The PCs do a careful investigation on Rowe, but don’t find much condemning evidence or strange behavior, except that he doesn’t always go home to his own house at night. It turns out the second home belongs to Liza Casare, with whom he is having an affair.

The PCs break into Liza’s house at night with the intention of interrogating her. Alvilág takes her cat, Mr. Flufflemuffin and holds him “hostage”, while Romie casts Illusory Wall to “trap” Mrs. Casare in her room. Alvilág passes through the wall doing the “hellfire and damnation” bit that tieflings are so good at, and demands information, threatening the cat if she doesn’t get the answers she wants. Mrs. Casare is in tears – it soon becomes obvious that she doesn’t know what’s going on, and begs Alvilág not to hurt the cat, or tell her husband Jeff about the affair. Apparently, she was not even aware that her husband had died on the job (Jeff Casare was the leader of the caravan that caved in on the way to Terasein). Just when things didn’t seem like they could get any worse for Mrs. Casare, Sord pokes her head through the wall and asks where the lollies are. Having no idea what’s going on any more, Liza breaks down completely into hysterics, and the PCs leave, deciding they should have gone after Councilman Rowe after all. Before leaving, Piotrek cases the joint and finds a wall safe behind an inexplicable Thomas Kinkade painting. Probably this one. There’s nothing in there but some money stashed away as a “rainy day” fund, so they PCs leave without taking anything.

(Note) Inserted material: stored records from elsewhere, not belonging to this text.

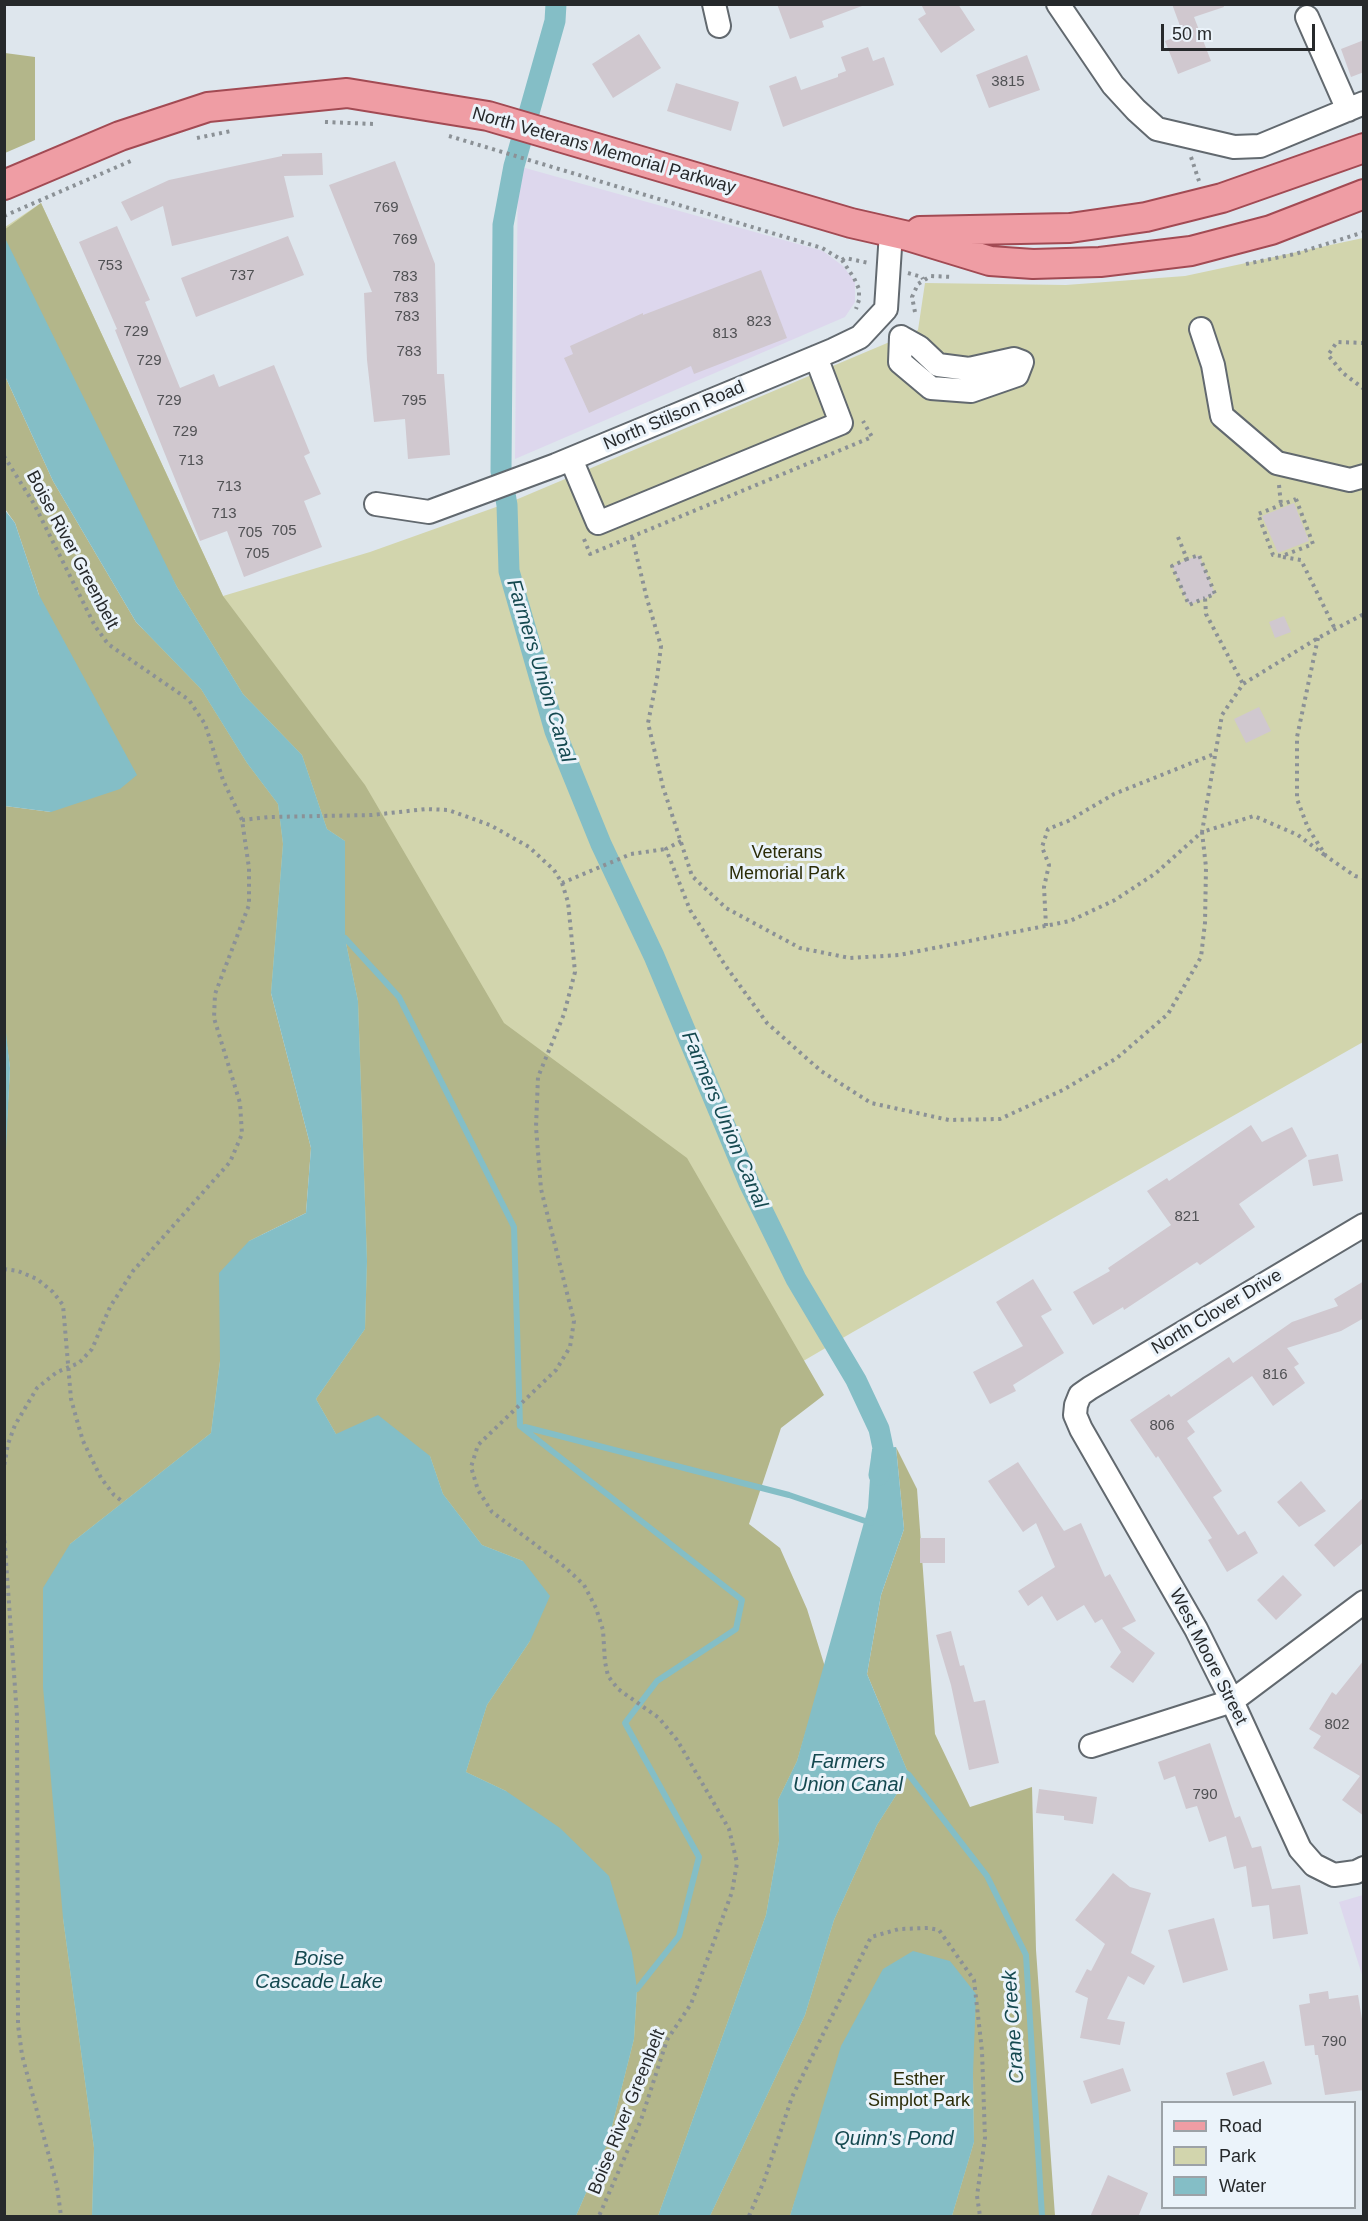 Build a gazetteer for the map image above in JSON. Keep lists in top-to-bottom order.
{
  "streets": {
    "main road": ["North Veterans Memorial Parkway"],
    "street": ["North Stilson Road", "North Clover Drive", "West Moore Street"],
    "path": ["Boise River Greenbelt"]
  },
  "crossings": [
    ["North Clover Drive", "West Moore Street"]
  ],
  "water": [
    "Farmers Union Canal",
    "Boise Cascade Lake",
    "Crane Creek",
    "Quinn's Pond"
  ],
  "parks": ["Veterans Memorial Park", "Esther Simplot Park"],
  "house_numbers": [
    "3815",
    "769",
    "769",
    "753",
    "737",
    "783",
    "783",
    "783",
    "823",
    "729",
    "813",
    "783",
    "729",
    "729",
    "795",
    "729",
    "713",
    "713",
    "713",
    "705",
    "705",
    "705",
    "821",
    "816",
    "806",
    "802",
    "790",
    "790"
  ],
  "legend": ["Road", "Park", "Water"],
  "scale_bar": "50 m"
} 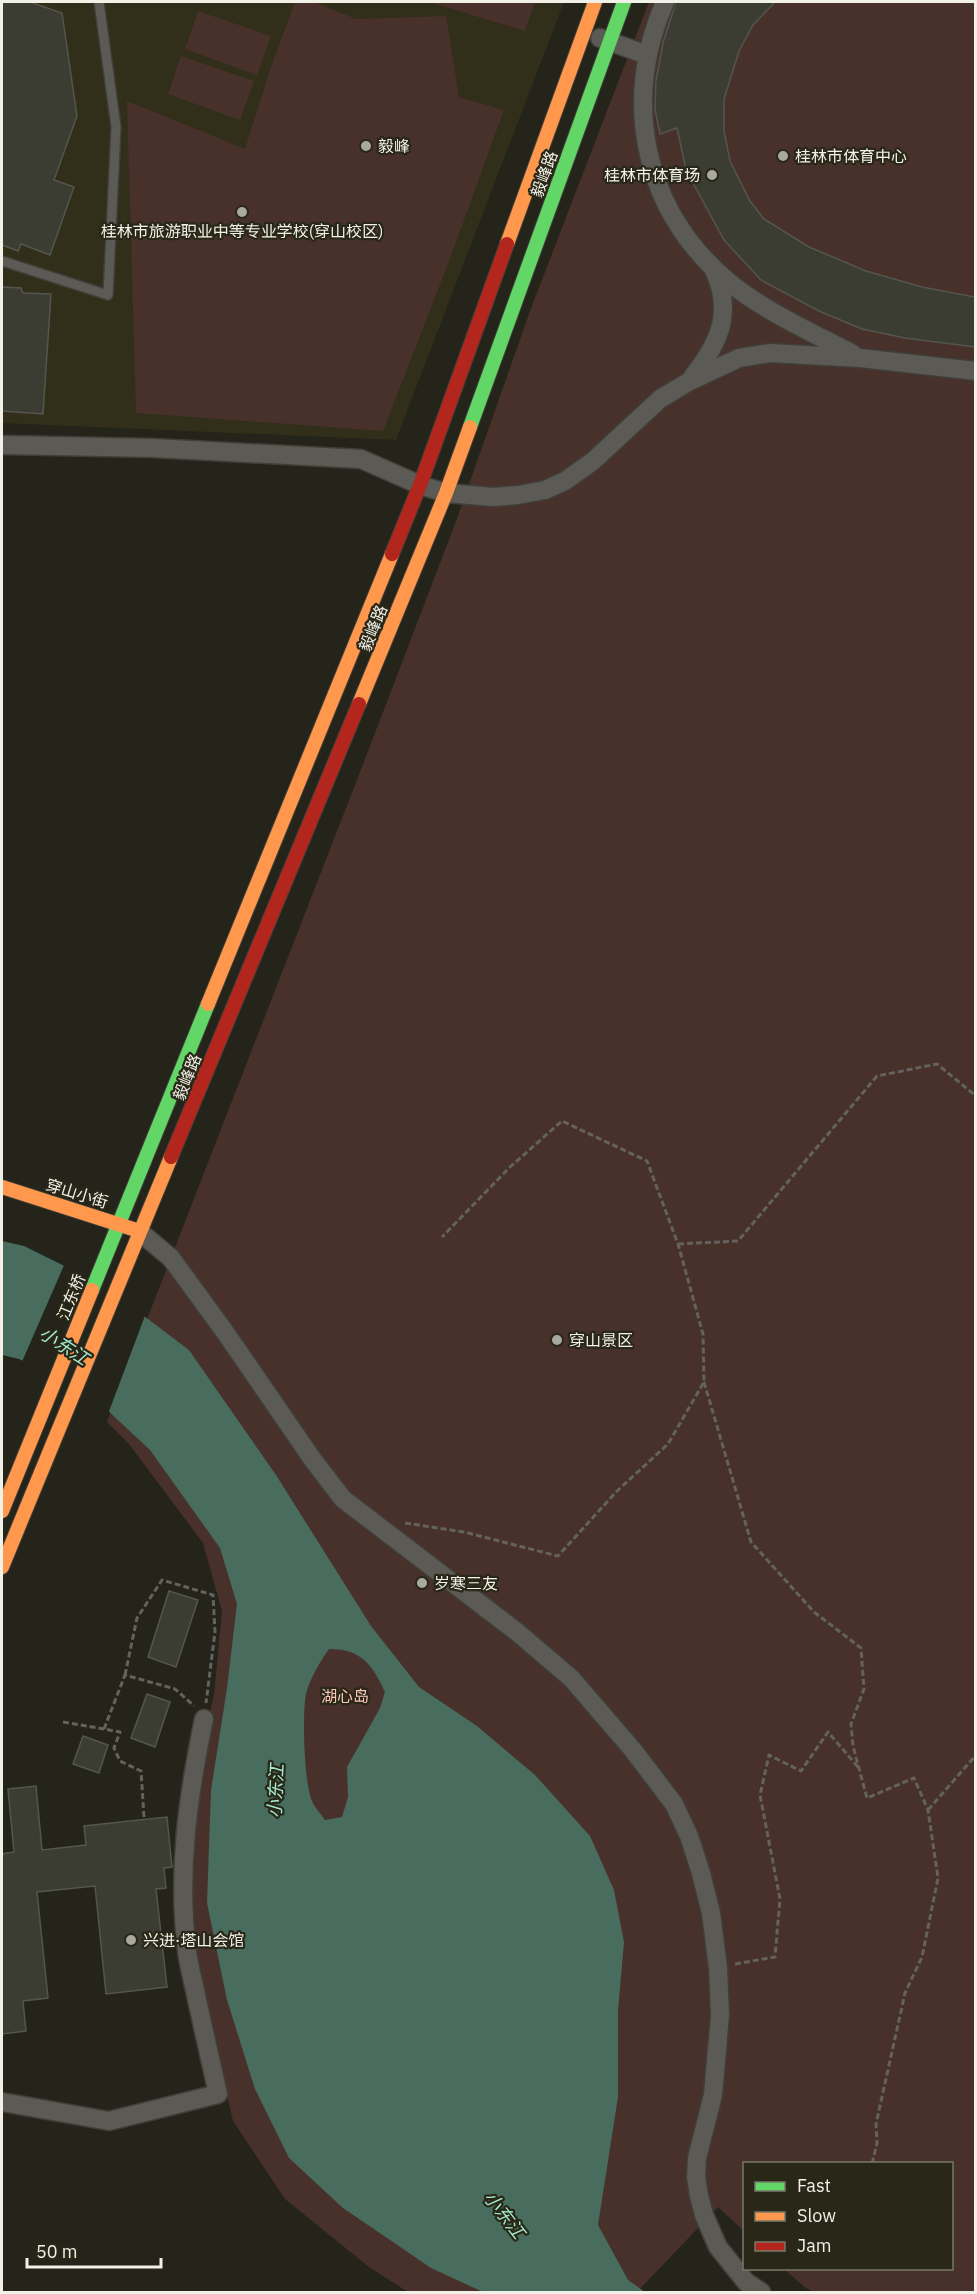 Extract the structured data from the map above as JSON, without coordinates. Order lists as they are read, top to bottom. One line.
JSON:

The next morning the PCs put their plan into action to kidnap the Councilman. Piotrek abducts him as he makes his way to Council Hall, and Bertram uses his Exodus Knife to create an extradimensional space for the interrogation to take place. Eckard takes watch outside the interrogation “room”. The Councilman compliments them on their professionalism, sits back comfortably, and takes charge of the situation. Yes he’s having an affair with Lize Casare, and yes he ordered the hit on the caravan via the Fang Hard gang. Jeff had upset Liza by choosing to work and be on the road instead of spending time with her on her birthday, so Rowe had ordered the hit because he’d grown attached to the woman and hated to see her so neglected by her husband, and he saw this as an opportunity to get him out of the way. As an added benefit, the caravan was also carrying supplies for Bartlett, and the late shipment meant that he was in a weaker negotiating position, meaning that Rowe could pressure him to bring the price of the contract down again (and also implying that Bartlett had caved before, as the room was already under construction even though no contract had been finalized). And on top of that, if the Shadow Rogues started giving him trouble, he could deny them access to the teleporter room (which is the main reason they tried to “buy” the Councilman in the first place). It turns out that the balding, portly councilman was something of a mastermind in his own right. Seemingly impressed, Piotrek asked how the councilman would react if offered a counter-bid by the Eleven Sons. Rowe said he’d be willing to consider such an offer, and that the PCs should return to his office the next morning with more details about the offer.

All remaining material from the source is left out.